Jon Peddie: Absolutely! Intel's new Sandy Bridge processor, AMD's new Llano processor and its little brother, Ontario, will do just that. We will have the hardware readily available by 2011, [but] the software to exploit it will probably not be available until 2012 or 2013.
X-bit labs: What is the reason why Intel decided to allow software to determine the amount of cores to use? Maybe usage of an ultra-threaded dispatch processor – like the one used in GPUs – would be more efficient in terms of efficiency and complexity of software?
Sebastian Steibl: The SCC is a research vehicle, we wanted it be as experimental platform as possible. Having this architecture, we have software data flow, management of execution; it is much better – for a development platform – to have this kind of capability rather than to have a fixed-function unit. Maybe, a fixed-function [data scheduler] is more efficient, but having this program [allows us to] give more flexibility to software organizations.
X-bit labs: Do you believe that many-core CPUs (in a decade or more from now or so) will be able to process both general data and graphics?

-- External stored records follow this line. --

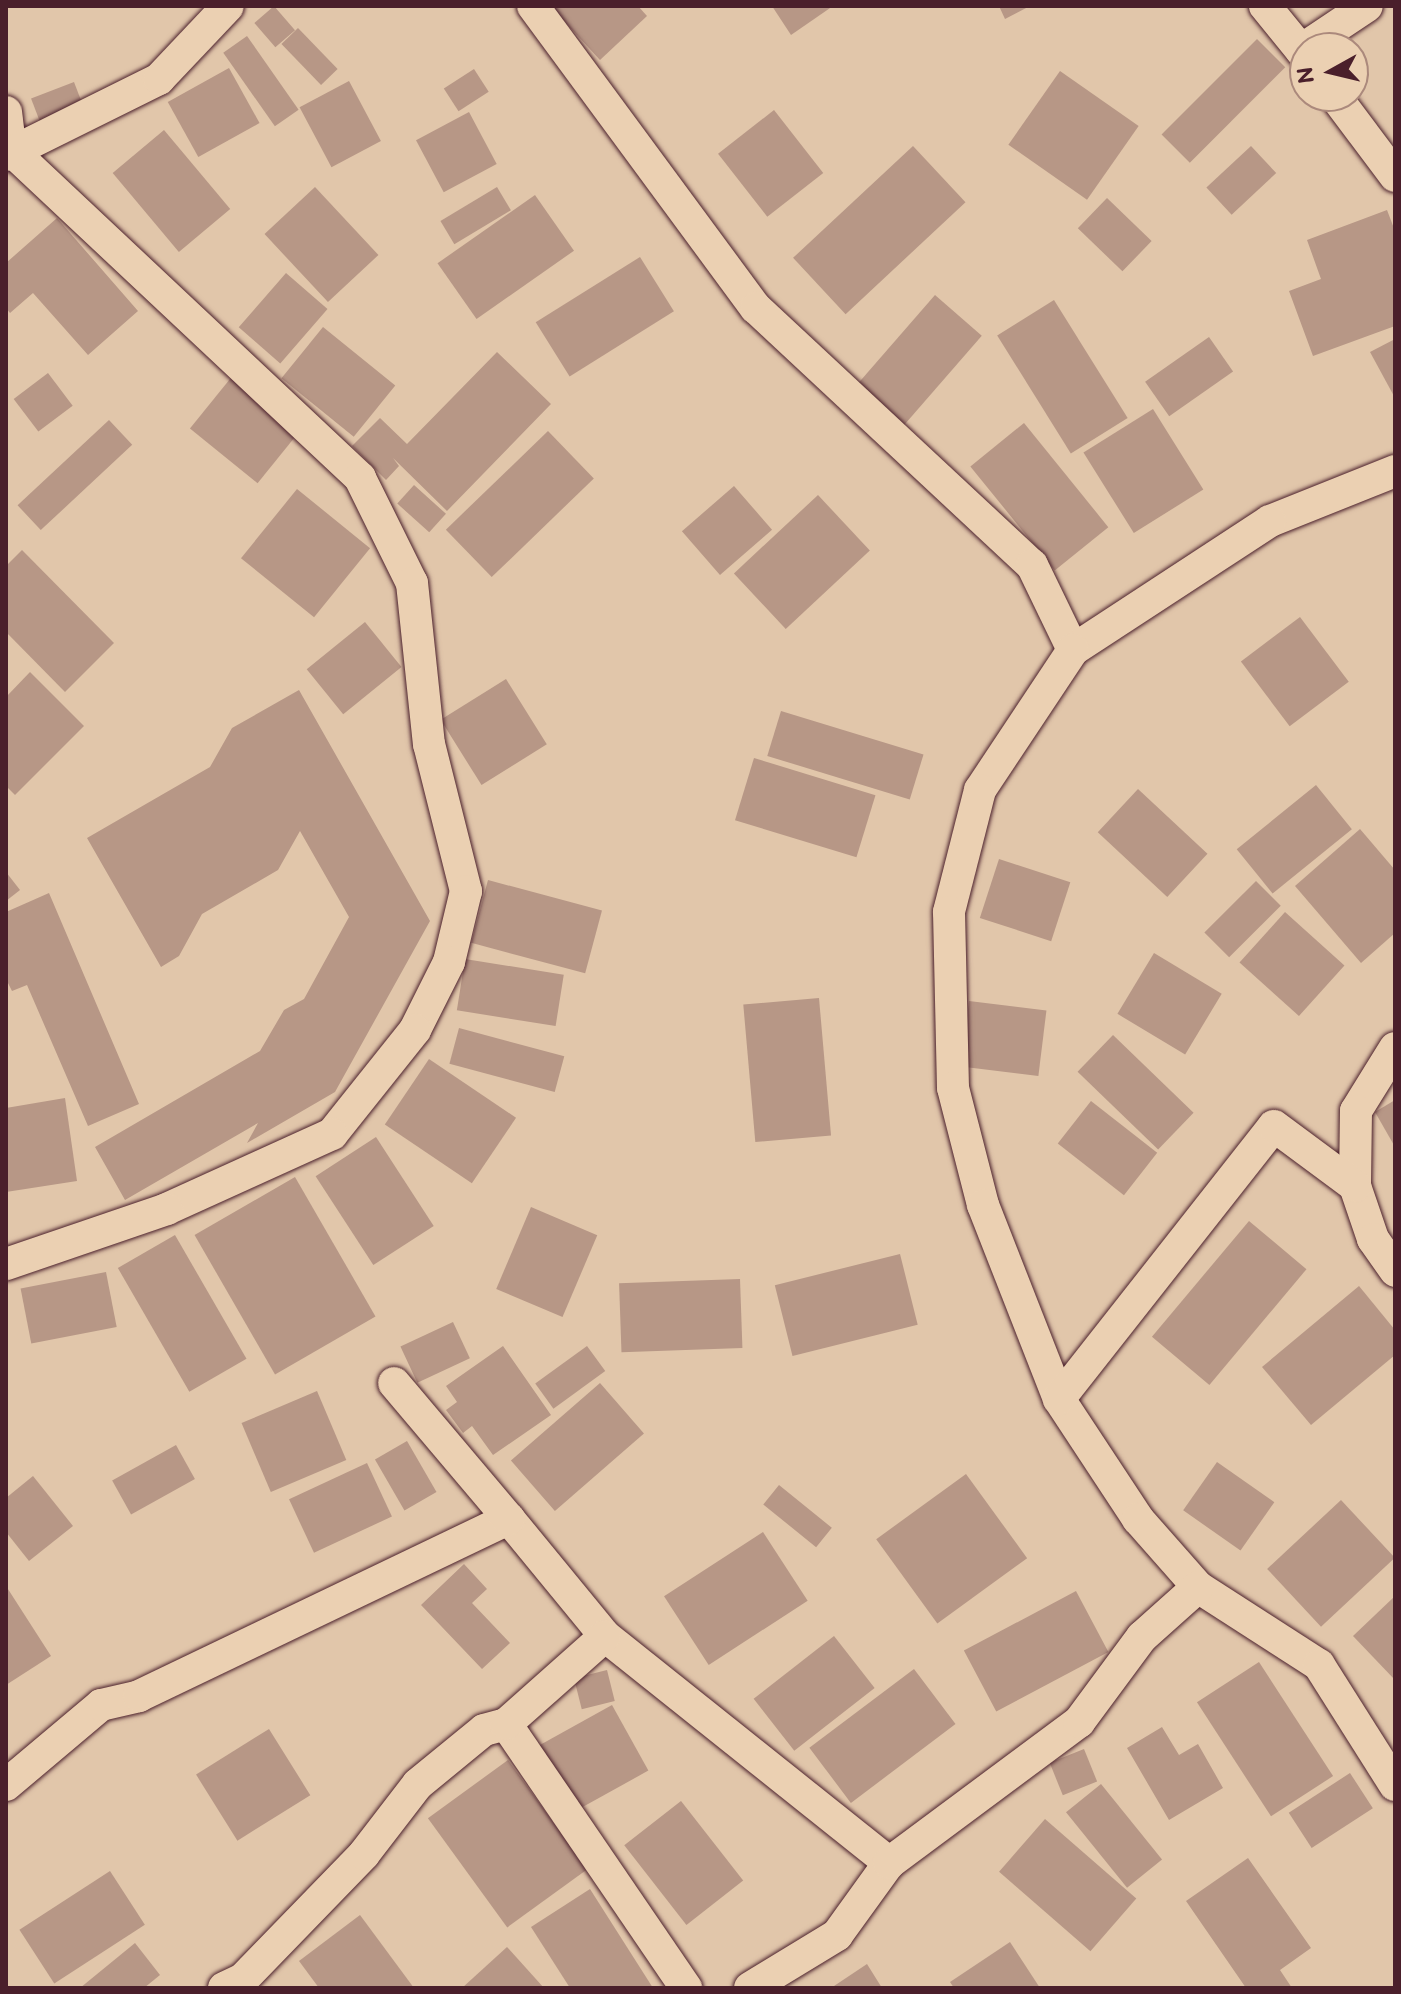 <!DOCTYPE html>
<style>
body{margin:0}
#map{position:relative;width:1401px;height:1994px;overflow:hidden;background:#e1c6aa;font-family:"Balsamiq Sans",sans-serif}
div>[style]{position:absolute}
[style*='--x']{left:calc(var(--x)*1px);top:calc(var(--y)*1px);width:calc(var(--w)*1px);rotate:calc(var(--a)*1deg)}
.building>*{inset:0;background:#b79786;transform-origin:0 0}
.roads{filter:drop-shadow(0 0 2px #4a1f2b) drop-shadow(0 0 2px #4a1f2b)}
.minor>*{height:32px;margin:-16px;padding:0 16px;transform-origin:16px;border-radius:16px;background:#ebd0b2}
span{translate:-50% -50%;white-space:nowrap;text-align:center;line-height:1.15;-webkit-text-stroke:7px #ebd0b2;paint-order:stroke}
.frame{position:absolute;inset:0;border:8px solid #4a1f2b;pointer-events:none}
.north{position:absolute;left:1289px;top:32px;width:80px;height:80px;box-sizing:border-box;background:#ebd0b2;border:2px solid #ab897c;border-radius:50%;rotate:262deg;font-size:22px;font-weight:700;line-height:32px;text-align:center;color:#4a1f2b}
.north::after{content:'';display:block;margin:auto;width:28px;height:36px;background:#4a1f2b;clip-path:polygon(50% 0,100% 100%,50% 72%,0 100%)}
</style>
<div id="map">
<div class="building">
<div style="left:274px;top:6px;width:32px;height:26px;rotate:49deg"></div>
<div style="clip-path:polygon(638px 6px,647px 16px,600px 60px,552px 8px)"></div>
<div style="clip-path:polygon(772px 6px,833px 6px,791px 35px)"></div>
<div style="clip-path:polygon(999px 6px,1030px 6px,1005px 19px)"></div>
<div style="left:298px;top:28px;width:57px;height:23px;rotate:46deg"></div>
<div style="left:247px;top:36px;width:90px;height:29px;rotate:55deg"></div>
<div style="left:1257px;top:39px;width:40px;height:135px;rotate:45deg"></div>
<div style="left:229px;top:68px;width:63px;height:70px;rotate:61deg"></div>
<div style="left:474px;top:69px;width:27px;height:36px;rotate:57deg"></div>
<div style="left:1060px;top:71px;width:96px;height:90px;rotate:35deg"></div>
<div style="left:349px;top:81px;width:68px;height:56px;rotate:62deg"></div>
<div style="left:74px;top:82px;width:28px;height:46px;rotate:69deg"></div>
<div style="left:774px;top:110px;width:80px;height:71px;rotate:52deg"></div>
<div style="left:469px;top:112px;width:59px;height:60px;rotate:62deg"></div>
<div style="left:164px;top:130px;width:103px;height:67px;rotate:50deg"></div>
<div style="left:913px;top:146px;width:77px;height:164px;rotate:47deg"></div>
<div style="left:1251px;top:146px;width:37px;height:61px;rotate:47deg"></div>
<div style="left:315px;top:187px;width:93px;height:69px;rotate:47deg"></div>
<div style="left:497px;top:187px;width:27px;height:66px;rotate:59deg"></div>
<div style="left:535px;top:195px;width:68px;height:119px;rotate:55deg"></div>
<div style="left:1107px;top:198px;width:62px;height:42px;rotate:44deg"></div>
<div style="clip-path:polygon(1387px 210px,1395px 231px,1395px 326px,1313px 356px,1289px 291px,1321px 279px,1307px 240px)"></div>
<div style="clip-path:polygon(57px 218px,138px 311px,88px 355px,33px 293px,10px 313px,6px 308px,6px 263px)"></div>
<div style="left:640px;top:257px;width:64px;height:123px;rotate:58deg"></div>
<div style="left:286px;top:273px;width:55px;height:72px;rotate:41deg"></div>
<div style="left:935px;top:295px;width:62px;height:118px;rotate:41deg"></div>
<div style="left:1054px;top:300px;width:139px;height:67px;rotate:58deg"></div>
<div style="left:323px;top:327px;width:93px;height:66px;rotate:39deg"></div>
<div style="left:1209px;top:337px;width:42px;height:78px;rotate:55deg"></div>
<div style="clip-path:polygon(1395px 339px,1395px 398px,1370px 352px)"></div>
<div style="clip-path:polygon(497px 352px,551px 404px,447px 511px,393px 458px,399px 466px,386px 480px,352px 446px,380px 418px,407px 444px)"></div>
<div style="left:48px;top:373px;width:41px;height:43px;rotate:53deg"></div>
<div style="left:234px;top:374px;width:87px;height:70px;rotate:39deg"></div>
<div style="left:1153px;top:409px;width:95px;height:82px;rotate:58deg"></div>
<div style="left:109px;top:420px;width:34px;height:125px;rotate:47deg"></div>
<div style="left:1024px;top:423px;width:134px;height:69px;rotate:51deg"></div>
<div style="left:548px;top:431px;width:66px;height:142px;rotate:46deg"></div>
<div style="left:414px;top:485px;width:43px;height:25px;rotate:42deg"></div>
<div style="left:734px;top:486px;width:58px;height:69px;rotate:49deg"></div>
<div style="left:297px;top:489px;width:94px;height:89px;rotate:39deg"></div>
<div style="left:818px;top:495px;width:76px;height:115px;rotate:47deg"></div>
<div style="clip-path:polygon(22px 550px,114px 643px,65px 692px,6px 632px,6px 566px)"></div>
<div style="left:1300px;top:617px;width:81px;height:74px;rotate:53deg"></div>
<div style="left:365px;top:622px;width:58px;height:75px;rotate:51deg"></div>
<div style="clip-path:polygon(30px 672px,84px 726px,15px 795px,6px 786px,6px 697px)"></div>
<div style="left:506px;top:679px;width:77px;height:77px;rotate:58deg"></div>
<div style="clip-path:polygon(299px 690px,430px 921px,335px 1092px,247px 1143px,258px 1123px,125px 1200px,95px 1147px,260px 1051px,284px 1010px,304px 999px,349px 917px,300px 831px,278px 870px,202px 914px,179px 956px,161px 967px,87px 838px,210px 767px,232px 728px)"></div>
<div style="left:781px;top:711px;width:149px;height:47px;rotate:17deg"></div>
<div style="left:754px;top:758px;width:127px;height:65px;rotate:17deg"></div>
<div style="left:1316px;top:785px;width:57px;height:102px;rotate:51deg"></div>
<div style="left:1138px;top:789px;width:95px;height:59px;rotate:43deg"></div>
<div style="clip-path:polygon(1360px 829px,1395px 870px,1395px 933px,1361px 963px,1295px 886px)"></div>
<div style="left:999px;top:859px;width:75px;height:62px;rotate:18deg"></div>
<div style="clip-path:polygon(6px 872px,20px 890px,6px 901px)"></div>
<div style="left:488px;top:880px;width:118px;height:65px;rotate:15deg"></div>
<div style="left:1256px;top:881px;width:35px;height:73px;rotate:45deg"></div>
<div style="clip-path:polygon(49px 893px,139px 1104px,88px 1126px,27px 985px,12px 991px,6px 979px,6px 912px)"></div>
<div style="left:1285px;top:912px;width:80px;height:68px;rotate:42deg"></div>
<div style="left:1154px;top:953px;width:79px;height:71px;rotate:31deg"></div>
<div style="left:465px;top:959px;width:100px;height:52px;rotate:9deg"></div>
<div style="left:819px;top:998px;width:138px;height:76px;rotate:85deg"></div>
<div style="left:969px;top:1001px;width:78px;height:66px;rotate:7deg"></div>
<div style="left:459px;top:1028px;width:109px;height:37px;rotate:15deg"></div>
<div style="left:1113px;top:1035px;width:112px;height:51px;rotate:44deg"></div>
<div style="left:429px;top:1059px;width:105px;height:79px;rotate:34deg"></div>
<div style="clip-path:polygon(65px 1098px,77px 1181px,6px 1192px,6px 1108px)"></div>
<div style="clip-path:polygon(1395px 1100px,1395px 1147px,1375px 1112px)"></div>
<div style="left:1091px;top:1101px;width:84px;height:54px;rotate:38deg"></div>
<div style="left:376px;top:1137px;width:106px;height:72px;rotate:57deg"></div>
<div style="left:295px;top:1177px;width:161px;height:116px;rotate:60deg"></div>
<div style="left:531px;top:1207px;width:72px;height:89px;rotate:23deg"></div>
<div style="left:1249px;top:1221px;width:75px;height:151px;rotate:40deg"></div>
<div style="left:175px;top:1235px;width:143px;height:66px;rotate:60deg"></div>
<div style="left:900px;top:1254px;width:73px;height:129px;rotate:76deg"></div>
<div style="left:106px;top:1272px;width:56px;height:87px;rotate:79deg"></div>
<div style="left:740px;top:1279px;width:69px;height:121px;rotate:88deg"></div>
<div style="clip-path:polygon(1359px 1286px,1395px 1330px,1395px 1355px,1311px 1425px,1262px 1367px)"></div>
<div style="left:453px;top:1322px;width:40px;height:58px;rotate:65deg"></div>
<div style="clip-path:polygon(503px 1346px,551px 1415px,493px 1455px,472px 1426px,463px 1433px,446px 1410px,457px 1402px,446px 1386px)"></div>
<div style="left:587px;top:1346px;width:31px;height:64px;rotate:54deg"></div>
<div style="left:600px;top:1383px;width:67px;height:118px;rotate:49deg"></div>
<div style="left:317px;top:1391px;width:75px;height:82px;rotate:67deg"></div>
<div style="left:407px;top:1441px;width:59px;height:37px;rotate:60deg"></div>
<div style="left:176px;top:1445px;width:39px;height:73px;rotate:61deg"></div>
<div style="left:1217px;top:1462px;width:70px;height:59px;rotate:35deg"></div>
<div style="left:367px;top:1463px;width:59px;height:86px;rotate:65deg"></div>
<div style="left:966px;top:1474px;width:104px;height:111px;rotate:54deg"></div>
<div style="clip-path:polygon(33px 1476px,73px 1526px,29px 1561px,6px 1532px,6px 1498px)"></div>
<div style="left:779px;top:1485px;width:68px;height:25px;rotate:39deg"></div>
<div style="left:1341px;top:1500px;width:79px;height:101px;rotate:47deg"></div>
<div style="left:763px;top:1532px;width:82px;height:118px;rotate:57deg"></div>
<div style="clip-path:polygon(464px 1564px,487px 1589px,472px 1603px,510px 1643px,482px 1669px,421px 1605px)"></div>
<div style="clip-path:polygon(6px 1586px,51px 1656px,6px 1685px)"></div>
<div style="left:1076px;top:1591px;width:69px;height:127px;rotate:62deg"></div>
<div style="clip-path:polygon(1395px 1596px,1395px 1680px,1353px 1636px)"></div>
<div style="left:834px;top:1636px;width:66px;height:102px;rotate:52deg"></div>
<div style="left:1259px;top:1662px;width:136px;height:74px;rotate:57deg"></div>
<div style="left:914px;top:1669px;width:69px;height:131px;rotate:53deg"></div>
<div style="left:607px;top:1670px;width:32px;height:34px;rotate:76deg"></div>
<div style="left:612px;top:1705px;width:75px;height:85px;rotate:61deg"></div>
<div style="clip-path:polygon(1162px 1727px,1179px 1755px,1198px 1744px,1223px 1788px,1169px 1820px,1127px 1748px)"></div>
<div style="left:269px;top:1729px;width:78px;height:86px;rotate:58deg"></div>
<div style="left:1084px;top:1749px;width:35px;height:37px;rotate:68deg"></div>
<div style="left:508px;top:1760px;width:135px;height:99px;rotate:54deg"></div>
<div style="left:1350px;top:1773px;width:42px;height:73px;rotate:57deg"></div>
<div style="left:1101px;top:1784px;width:97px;height:45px;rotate:51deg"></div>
<div style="left:681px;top:1801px;width:101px;height:72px;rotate:52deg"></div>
<div style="left:1045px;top:1819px;width:121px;height:70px;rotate:41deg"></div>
<div style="clip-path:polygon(1248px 1858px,1311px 1948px,1280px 1970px,1292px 1988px,1246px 1988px,1186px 1901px)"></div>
<div style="left:110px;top:1871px;width:64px;height:108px;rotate:57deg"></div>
<div style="clip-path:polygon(590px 1889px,653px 1988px,570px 1988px,531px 1927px)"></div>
<div style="clip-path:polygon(360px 1915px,414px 1988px,319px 1988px,299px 1961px)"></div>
<div style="clip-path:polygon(1010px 1942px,1040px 1988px,954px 1988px,950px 1982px)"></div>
<div style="clip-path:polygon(135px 1943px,160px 1975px,144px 1988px,80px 1988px)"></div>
<div style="clip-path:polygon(507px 1947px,544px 1988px,462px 1988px)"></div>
<div style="clip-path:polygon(867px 1964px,882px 1988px,831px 1988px)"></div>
</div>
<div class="roads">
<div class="minor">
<div style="--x:533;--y:6;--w:375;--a:53.6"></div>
<div style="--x:756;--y:308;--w:377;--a:43"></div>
<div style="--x:1032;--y:565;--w:94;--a:64.2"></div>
<div style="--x:1265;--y:6;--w:63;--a:50.8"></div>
<div style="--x:1301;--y:50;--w:79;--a:-33.7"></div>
<div style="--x:1335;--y:96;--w:100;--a:53.1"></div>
<div style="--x:6;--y:112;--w:38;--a:83"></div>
<div style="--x:11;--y:150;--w:479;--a:43.2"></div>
<div style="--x:360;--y:478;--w:117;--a:63.7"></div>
<div style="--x:412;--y:583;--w:162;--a:84"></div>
<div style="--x:429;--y:744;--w:152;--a:75.9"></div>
<div style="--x:466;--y:891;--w:73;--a:103.5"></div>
<div style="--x:449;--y:962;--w:76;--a:116.6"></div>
<div style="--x:415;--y:1030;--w:133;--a:128.6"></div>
<div style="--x:332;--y:1134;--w:181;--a:155.6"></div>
<div style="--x:167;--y:1209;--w:170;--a:161.1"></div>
<div style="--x:6;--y:155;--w:171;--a:-26.4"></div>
<div style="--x:159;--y:79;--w:100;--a:-46.6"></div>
<div style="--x:1395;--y:471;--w:135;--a:158.2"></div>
<div style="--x:1270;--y:521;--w:235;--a:146.8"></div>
<div style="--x:1073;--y:650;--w:168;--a:123.6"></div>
<div style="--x:980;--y:790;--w:126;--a:104.3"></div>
<div style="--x:949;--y:912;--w:176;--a:88.7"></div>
<div style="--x:953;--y:1088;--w:121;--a:75.6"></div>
<div style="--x:983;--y:1205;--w:208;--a:68.6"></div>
<div style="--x:1059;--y:1399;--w:144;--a:56.6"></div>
<div style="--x:1138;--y:1519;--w:91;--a:48.6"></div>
<div style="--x:1198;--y:1587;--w:144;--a:32.8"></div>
<div style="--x:1319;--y:1665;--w:142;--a:57.7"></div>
<div style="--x:1395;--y:1048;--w:74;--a:121.8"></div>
<div style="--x:1356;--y:1111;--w:75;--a:90.8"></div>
<div style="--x:1355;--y:1186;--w:56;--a:71.2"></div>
<div style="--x:1373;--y:1239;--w:39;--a:55"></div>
<div style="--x:1059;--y:1399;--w:347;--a:-51.8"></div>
<div style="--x:1274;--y:1126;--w:101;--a:36.5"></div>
<div style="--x:509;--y:1519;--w:151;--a:50.6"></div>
<div style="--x:605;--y:1636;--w:364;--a:38.6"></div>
<div style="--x:506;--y:1724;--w:320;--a:55.7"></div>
<div style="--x:6;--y:1785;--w:124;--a:-40.1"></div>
<div style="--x:101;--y:1705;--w:39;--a:-13"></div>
<div style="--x:139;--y:1696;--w:410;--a:-25.6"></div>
<div style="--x:509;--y:1519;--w:178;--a:-130.2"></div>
<div style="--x:224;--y:1988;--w:21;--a:-25"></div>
<div style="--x:243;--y:1979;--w:174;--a:-45.9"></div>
<div style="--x:364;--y:1854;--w:88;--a:-52.4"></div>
<div style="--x:418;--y:1784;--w:85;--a:-39.3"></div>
<div style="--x:484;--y:1730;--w:23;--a:-15"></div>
<div style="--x:506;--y:1724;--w:132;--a:-41.6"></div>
<div style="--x:750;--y:1988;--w:102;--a:-31.3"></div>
<div style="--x:837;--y:1935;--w:89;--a:-54.2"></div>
<div style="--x:889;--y:1863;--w:237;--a:-36.6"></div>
<div style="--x:1079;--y:1722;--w:106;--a:-53.5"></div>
<div style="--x:1142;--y:1637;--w:75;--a:-41.8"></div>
</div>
</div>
<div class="frame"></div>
<div class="north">N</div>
</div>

Jon Peddie: If graphics operations can be reduced to geometric functions like tessellation and image functions like shaders, without the need for specialized processors (such as a texture processor, video scalar, or colour lookup tables). Then the answer is absolutely ‘yes’. Furthermore, I think it will happen less than five years and probably as soon as three. The reason for specialized processors is to overcome the processing time of scalar processors. With multi-core CPUs and high clock rates, we can be extravagant with the software load and run general purpose processors for highly specialized applications.